Debarment of such a company de facto implies imposing ban on dealings with all
its subsidiaries as well. Thus it is not a single entity that gets affected but
its numerous offshoots as well, thereby impacting a number of procurement
cases.
Take the case of Israel Aircraft
Industries Ltd (IAI). Fears were being expressed that it may face a ban due to
alleged irregularities in the Barak anti-missile
deal. Fortunately, MoD did not take any hasty decision. In addition to being
involved in the upgradation of various air craft, IAI is co-partnering many
high-tech developmental projects as well. Most critically, it is the prime
contractor for Airborne Early Warning and Control System for India. Blacklisting
of IAI would have severely affected modernisation plans of the armed forces.

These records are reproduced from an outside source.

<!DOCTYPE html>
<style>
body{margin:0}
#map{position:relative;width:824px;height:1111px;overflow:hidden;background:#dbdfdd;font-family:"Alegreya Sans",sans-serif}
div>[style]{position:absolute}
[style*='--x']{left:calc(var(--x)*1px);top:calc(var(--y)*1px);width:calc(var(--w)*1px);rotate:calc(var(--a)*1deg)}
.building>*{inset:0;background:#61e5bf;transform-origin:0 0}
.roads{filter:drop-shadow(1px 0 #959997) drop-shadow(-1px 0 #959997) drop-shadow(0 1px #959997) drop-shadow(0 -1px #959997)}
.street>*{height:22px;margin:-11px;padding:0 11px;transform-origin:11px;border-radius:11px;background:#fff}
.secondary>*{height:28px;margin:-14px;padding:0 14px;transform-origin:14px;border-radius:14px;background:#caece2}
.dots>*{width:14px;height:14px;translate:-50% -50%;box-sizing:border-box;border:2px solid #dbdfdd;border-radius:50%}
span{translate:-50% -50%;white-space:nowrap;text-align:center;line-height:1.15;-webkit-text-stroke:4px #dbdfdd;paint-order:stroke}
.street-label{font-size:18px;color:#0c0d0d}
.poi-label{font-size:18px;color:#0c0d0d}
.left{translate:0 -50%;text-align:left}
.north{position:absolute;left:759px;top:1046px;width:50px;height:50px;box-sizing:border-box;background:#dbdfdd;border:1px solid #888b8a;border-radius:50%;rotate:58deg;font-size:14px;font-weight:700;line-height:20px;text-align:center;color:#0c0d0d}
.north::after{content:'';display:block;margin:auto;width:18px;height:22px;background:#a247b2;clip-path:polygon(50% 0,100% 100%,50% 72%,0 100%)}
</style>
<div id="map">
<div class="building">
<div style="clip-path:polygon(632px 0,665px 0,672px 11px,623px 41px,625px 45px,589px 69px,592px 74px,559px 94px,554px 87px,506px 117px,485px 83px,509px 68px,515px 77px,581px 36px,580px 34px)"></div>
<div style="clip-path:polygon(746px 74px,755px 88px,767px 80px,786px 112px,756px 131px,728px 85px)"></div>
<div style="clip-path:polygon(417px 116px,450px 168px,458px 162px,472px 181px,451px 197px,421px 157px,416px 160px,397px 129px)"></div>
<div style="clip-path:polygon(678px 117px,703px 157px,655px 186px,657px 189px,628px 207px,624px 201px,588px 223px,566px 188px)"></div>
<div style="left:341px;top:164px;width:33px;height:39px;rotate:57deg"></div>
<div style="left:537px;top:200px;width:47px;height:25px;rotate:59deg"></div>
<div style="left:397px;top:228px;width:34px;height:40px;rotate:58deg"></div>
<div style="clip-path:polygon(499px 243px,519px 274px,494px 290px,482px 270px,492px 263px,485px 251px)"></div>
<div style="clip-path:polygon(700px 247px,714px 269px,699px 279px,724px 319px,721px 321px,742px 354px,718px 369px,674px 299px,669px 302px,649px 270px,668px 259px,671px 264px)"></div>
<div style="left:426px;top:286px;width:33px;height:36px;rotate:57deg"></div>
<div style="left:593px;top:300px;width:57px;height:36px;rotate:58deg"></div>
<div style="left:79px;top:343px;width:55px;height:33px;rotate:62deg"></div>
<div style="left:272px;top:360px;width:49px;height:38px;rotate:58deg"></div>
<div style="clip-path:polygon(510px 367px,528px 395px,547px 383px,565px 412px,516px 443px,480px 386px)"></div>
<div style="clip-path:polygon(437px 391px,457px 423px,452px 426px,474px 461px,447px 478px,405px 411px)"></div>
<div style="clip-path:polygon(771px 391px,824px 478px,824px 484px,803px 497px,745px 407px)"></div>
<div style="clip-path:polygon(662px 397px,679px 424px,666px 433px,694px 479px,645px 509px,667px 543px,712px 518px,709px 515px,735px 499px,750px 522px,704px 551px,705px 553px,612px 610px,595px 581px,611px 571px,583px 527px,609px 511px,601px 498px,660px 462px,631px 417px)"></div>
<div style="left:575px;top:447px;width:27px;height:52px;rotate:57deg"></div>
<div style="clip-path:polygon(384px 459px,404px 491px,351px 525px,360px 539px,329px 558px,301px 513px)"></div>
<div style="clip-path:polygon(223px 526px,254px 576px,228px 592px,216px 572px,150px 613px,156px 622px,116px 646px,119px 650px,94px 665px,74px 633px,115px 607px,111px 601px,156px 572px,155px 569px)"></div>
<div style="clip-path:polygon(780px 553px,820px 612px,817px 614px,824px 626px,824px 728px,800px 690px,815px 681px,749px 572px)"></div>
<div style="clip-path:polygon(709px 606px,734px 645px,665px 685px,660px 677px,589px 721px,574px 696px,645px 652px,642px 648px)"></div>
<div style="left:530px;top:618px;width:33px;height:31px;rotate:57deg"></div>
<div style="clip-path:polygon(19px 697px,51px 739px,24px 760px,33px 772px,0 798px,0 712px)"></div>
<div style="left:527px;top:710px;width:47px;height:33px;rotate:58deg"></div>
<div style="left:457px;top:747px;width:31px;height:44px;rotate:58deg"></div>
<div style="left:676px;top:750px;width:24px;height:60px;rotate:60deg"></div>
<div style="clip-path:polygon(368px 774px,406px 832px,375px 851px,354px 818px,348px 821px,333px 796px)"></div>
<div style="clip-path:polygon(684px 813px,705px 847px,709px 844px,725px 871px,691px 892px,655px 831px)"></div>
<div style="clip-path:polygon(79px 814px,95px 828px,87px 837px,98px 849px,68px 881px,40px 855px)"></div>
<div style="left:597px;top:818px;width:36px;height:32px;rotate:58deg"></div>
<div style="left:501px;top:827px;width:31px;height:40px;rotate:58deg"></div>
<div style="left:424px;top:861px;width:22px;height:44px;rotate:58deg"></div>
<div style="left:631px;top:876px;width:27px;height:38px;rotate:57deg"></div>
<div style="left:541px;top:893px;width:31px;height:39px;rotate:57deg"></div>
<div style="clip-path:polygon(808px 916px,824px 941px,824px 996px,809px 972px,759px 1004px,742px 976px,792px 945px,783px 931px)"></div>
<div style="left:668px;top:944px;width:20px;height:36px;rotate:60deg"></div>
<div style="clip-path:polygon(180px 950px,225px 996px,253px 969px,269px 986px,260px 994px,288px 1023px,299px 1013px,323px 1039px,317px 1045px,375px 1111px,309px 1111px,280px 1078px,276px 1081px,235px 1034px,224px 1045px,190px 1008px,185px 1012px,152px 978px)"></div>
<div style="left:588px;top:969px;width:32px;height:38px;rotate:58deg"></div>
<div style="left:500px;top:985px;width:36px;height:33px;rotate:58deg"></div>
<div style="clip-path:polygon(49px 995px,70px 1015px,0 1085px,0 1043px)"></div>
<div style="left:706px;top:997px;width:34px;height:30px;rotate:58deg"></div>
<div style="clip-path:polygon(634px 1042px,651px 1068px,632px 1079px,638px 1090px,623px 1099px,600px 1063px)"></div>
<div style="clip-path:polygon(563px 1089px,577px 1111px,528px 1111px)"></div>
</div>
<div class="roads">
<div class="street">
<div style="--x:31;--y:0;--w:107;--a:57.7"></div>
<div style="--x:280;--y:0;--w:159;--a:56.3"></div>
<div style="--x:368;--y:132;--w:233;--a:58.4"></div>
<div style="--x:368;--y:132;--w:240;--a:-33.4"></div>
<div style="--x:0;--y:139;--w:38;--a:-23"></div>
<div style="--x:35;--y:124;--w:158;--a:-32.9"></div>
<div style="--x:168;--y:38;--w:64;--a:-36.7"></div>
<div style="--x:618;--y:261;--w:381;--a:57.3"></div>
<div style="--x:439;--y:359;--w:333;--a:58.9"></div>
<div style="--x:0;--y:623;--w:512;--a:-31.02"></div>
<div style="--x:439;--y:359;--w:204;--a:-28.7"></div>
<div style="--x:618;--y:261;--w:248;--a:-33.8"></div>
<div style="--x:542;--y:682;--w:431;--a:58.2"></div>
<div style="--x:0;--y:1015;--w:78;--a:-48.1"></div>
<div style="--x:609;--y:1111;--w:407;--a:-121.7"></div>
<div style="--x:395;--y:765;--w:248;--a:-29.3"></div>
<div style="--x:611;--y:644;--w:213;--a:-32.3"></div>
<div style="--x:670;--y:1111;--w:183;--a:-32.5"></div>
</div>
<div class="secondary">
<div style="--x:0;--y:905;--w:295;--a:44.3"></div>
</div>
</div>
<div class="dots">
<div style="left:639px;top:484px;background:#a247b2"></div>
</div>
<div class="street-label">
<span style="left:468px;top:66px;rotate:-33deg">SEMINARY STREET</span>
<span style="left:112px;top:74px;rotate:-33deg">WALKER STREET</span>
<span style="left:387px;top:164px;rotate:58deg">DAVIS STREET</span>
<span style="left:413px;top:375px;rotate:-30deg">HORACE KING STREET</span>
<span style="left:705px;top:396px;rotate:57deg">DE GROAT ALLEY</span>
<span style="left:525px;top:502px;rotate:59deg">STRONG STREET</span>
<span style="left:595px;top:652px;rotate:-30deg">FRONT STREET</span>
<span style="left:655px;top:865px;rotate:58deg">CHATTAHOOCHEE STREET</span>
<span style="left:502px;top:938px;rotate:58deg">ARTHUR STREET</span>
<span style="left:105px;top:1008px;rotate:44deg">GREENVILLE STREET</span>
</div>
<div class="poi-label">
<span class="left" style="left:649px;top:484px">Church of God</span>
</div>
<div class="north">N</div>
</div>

India should resist the temptation of flaunting
its anti-corruption tenacity through abrupt suspension of all dealings with an
allegedly errant company. Before taking the extreme step, the following aspects
must be kept in mind:-
·
Does the
allegation stand proved prima facie?
·
Has
adequate opportunity been provided to the company to state its case?
·
What is
the degree of seriousness of the alleged misdemeanor?
·
What should
be the commensurate punishment?
·
How will
the proposed punishment affect India’s interests?
·
In case
suspension of dealings is considered to be the unavoidable option, is it the
opportune time to order it? Will it be prudent to wait till own interests under
ongoing contracts are made secure? Had India waited for a few months before
banning HDW, it would have received all catalogues and drawings.
It is apparent that the recent
blacklisting of IMI is a ‘self-goal’. By awarding Level 5 punishment, India
crossed the Cusp of Counter-Productivity. The fate of Nalanda factory has been
sealed for good and enormous funds wasted. Worse, India’s quest for self-reliance in ammunition for
Bofors guns remains unachieved. On the other hand, award of Level 4 punishment
of debarring the company from future contracts without affecting contracts in
hand would have been a far more prudent and judicious action.
Blacklisting of a company
should be the last resort and taken only in extreme cases as it adversely impacts modernisation of the Indian
armed forces. Cancellation of procurement cases midway results in wastage of
considerable effort and resources. Additionally, the whole process has to be
restarted ab initio, resulting in time delays and cost overruns. Thus, blacklisting
hurts Indian interests more than punishing
the allegedly errant company. Cutting off one’s nose to spite the face can
never be considered an intelligent policy.
Blacklisting is done at the Min level. Does the user (military)have any say?